After captain Harmanpreet Kaur walked in, the afternoon just meandered, waiting for Jemima’s half-century which duly came. While the cricket writers were finding it hard to forget what had happened a little earlier, the crowd had no such inhibitions with its celebrations. It cheered her fifty. Soon, she skied one to short cover to deny herself an easy century.

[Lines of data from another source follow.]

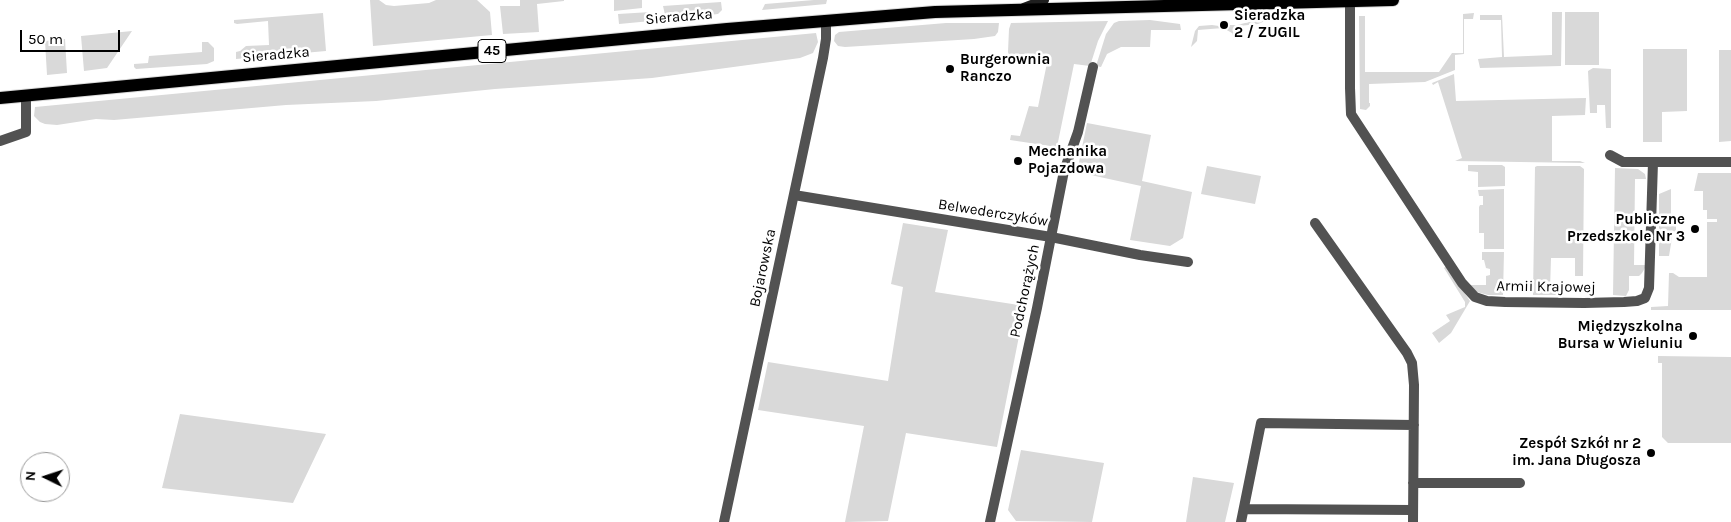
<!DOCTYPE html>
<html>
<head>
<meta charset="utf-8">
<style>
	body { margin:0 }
	#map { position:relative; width:1731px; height:522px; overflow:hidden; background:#fff; font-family:Karla,sans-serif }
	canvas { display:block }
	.north { position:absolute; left:20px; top:452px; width:50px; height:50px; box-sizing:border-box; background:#fff; border:1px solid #999; border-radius:50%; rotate:274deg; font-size:14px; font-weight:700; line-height:20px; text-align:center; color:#000 }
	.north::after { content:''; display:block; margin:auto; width:18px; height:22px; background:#000; clip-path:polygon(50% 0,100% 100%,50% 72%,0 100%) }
	.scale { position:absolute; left:20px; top:30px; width:100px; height:22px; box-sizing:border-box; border:2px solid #000; border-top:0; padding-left:6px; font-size:15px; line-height:18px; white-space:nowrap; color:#000; -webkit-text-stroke:4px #fff; paint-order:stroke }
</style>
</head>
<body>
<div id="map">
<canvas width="1731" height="522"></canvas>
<div class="north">N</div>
<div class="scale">50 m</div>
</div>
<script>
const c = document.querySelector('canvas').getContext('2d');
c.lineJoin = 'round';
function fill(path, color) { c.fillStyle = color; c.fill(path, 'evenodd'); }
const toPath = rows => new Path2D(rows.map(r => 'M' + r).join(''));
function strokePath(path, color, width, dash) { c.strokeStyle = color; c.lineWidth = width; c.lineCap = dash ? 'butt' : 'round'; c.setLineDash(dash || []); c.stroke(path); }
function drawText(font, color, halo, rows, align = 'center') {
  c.font = font + ' Karla,sans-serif'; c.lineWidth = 5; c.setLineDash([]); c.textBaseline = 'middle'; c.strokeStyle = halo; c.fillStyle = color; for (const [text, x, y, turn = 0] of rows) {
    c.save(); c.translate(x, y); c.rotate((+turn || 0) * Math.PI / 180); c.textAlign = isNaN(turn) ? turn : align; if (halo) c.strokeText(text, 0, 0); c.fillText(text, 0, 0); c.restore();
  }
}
fill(toPath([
	[370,0,379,0,386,5,394,6,429,3,436,0,477,0,490,12,492,35,373,46],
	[520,0,564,0,564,1,537,4,539,32,503,34,500,6,520,6],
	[614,0,642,0,642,8,614,11],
	[814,0,827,0,826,4,762,10,765,4],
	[721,2,722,10,718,14,669,19,666,19,663,6],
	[651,12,651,21,619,24,618,14],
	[1552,12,1562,12,1561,66,1480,68,1478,59,1502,57,1501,20,1480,20,1480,15,1502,15,1504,57,1552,55],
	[1565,12,1599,12,1599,65,1565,65],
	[323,13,326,51,236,59,236,52,240,51,246,46,269,45,268,21,237,24,234,23,234,20],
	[1474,13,1473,19,1464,19,1464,54,1455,55,1455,70,1425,82,1369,84,1369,103,1370,103,1370,106,1366,110,1360,109,1359,16,1365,16,1365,72,1439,72,1452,53,1463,53,1463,14],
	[1150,20,1180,24,1181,30,1151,30,1150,47,1121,47,1107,54,1101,67,1096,66,1106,34,1114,23,1119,21],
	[1257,20,1265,20,1265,21,1258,24,1239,26,1234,33,1234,40,1232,33,1223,28,1198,30,1197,41,1191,47,1195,31,1199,26,1212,25,1226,27,1227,25,1237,25],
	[1108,21,1098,41,1090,66,1074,64,1057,147,1010,140,1011,135,1020,136,1029,106,1038,107,1047,63,1027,58,1018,63,1010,60,1008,52,1009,29,1011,23],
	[946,23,999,23,998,32,995,36,974,39,845,47,838,46,834,41,835,35,839,32],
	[132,31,107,68,84,71,81,36],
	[816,33,818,42,813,53,800,58,652,78,495,89,376,101,286,105,114,120,96,119,57,125,45,124,40,122,34,116,35,107],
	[65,39,67,73,47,75,45,41],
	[202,42,208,42,214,48,214,61,207,64,136,69,134,67,134,64,148,63,149,56,202,52],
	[1643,49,1687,49,1687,111,1662,112,1662,142,1643,142],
	[1719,50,1731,50,1731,141,1719,142],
	[1593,68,1611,69,1611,128,1606,128,1605,105,1597,105,1597,113,1590,113,1588,71],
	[1454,74,1456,101,1586,98,1585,115,1552,116,1552,161,1580,161,1585,163,1455,161,1462,158,1438,82,1433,85,1432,83],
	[1087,123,1151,135,1142,181,1192,192,1183,238,1170,246,1130,240,1141,186,1077,172],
	[1468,165,1502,165,1505,167,1505,186,1478,187,1478,172,1468,171],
	[1207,166,1261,176,1255,204,1201,194],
	[1537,166,1580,166,1584,169,1583,276,1575,276,1575,258,1551,258,1550,290,1559,290,1559,295,1533,295,1535,167],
	[1615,168,1638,169,1645,174,1646,179,1635,179,1634,265,1645,265,1645,268,1642,273,1639,276,1629,276,1629,290,1626,296,1613,295],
	[1698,173,1731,173,1731,310,1651,310,1651,307,1668,306,1669,273,1673,273,1679,277,1707,277,1707,222,1717,222,1717,219,1707,219,1707,210,1703,210,1703,191,1694,191],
	[1504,189,1504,249,1484,249,1484,233,1479,233,1479,207,1480,205,1483,205,1483,196,1479,196,1478,190],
	[1671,189,1671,217,1676,218,1676,231,1673,232,1669,256,1659,256,1659,194],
	[903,223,948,230,935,292,1025,306,997,447,906,433,888,521,845,522,864,426,758,410,768,362,888,381,903,287,891,284],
	[1482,252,1504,252,1503,295,1488,295,1477,292,1470,285,1486,285,1486,276,1490,275,1490,269,1486,268,1484,260,1482,260],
	[1446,266,1470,301,1451,333,1439,343,1432,333,1450,321,1446,315,1465,307,1465,302,1444,268],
	[1658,356,1731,357,1731,443,1668,443,1662,437,1662,363,1658,363],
	[180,414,326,434,293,503,162,488],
	[1021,450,1104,463,1092,522,1016,521,1008,510],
	[1193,477,1234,483,1225,522,1186,522]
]), '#d9d9d9');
const primary = toPath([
	[0,98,727,29,935,12,1393,0]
]);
strokePath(primary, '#dbdbdb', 14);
strokePath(toPath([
	[1350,1,1350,88,1351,114,1462,283,1475,297,1487,301,1505,302,1584,303,1624,302,1637,301,1645,298,1649,288,1653,162],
	[0,141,26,132,26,95],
	[1610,155,1623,162,1731,162],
	[794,195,1051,237,1140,255,1188,262],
	[1315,223,1407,353,1412,363,1414,385,1413,522],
	[1413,483,1520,483],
	[1244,509,1413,510],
	[724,522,823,58,826,39,826,20],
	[990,522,1037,308,1064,171,1078,132,1093,67],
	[1241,522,1261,423,1414,425]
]), '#525252', 10);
strokePath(toPath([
	[1024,8,1044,0]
]), '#1f1f1f', 10);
strokePath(primary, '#000', 12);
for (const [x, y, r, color] of [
	[1224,25,5,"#000"],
	[950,69,5,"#000"],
	[1018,161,5,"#000"],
	[1695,229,5,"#000"],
	[1693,336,5,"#000"],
	[1651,453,5,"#000"]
]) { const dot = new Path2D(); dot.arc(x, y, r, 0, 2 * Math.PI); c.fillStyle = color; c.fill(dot); strokePath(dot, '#fff', 2); }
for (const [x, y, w] of [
	[492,51,28]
]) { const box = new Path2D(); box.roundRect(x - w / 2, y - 11.5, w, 23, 4); c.fillStyle = '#fff'; c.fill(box); strokePath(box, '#000', 1); }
drawText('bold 14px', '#000', null, [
	["45",492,51]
]);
drawText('bold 15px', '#000', '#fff', [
	["Sieradzka",1234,16],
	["2 / ZUGIL",1234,33],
	["Burgerownia",960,60],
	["Ranczo",960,77],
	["Mechanika",1028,152],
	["Pojazdowa",1028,169],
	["Publiczne",1685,220,"right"],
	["Przedszkole Nr 3",1685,237,"right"],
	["Międzyszkolna",1683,327,"right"],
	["Bursa w Wieluniu",1683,344,"right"],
	["Zespół Szkół nr 2",1641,444,"right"],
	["im. Jana Długosza",1641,461,"right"]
], 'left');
drawText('15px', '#000', '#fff', [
	["Sieradzka",679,17,-5],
	["Sieradzka",276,55,-5],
	["Belwederczyków",993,213,9],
	["Bojarowska",763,268,-78],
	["Armii Krajowej",1546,287,1],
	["Podchorążych",1025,291,-78]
]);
</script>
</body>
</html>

Half of the crowd thought that the day had come to and end and started leaving but the misery of the South Africans piled and continued till the day’s end. The team’s most reliable pinch-hitter, wicketkeeper batter Richa Ghosh started belting boundaries everywhere at T20 strike-rate. She treated the spinners and the pacers, the second new ball had been taken, with utter disdain. It was a day when the red ball truly learnt what it is to feel the middle of the bat, and to be whacked all around the park.

Tomorrow is a new day. It could wake up to two more centuries and / or an early declaration. It is also the weekend. If the last two tests are a testament, then the Indian tweakers could own it. Chepauk and its cricketing connoisseurs will be there, as witness to another everlasting cricketing tale.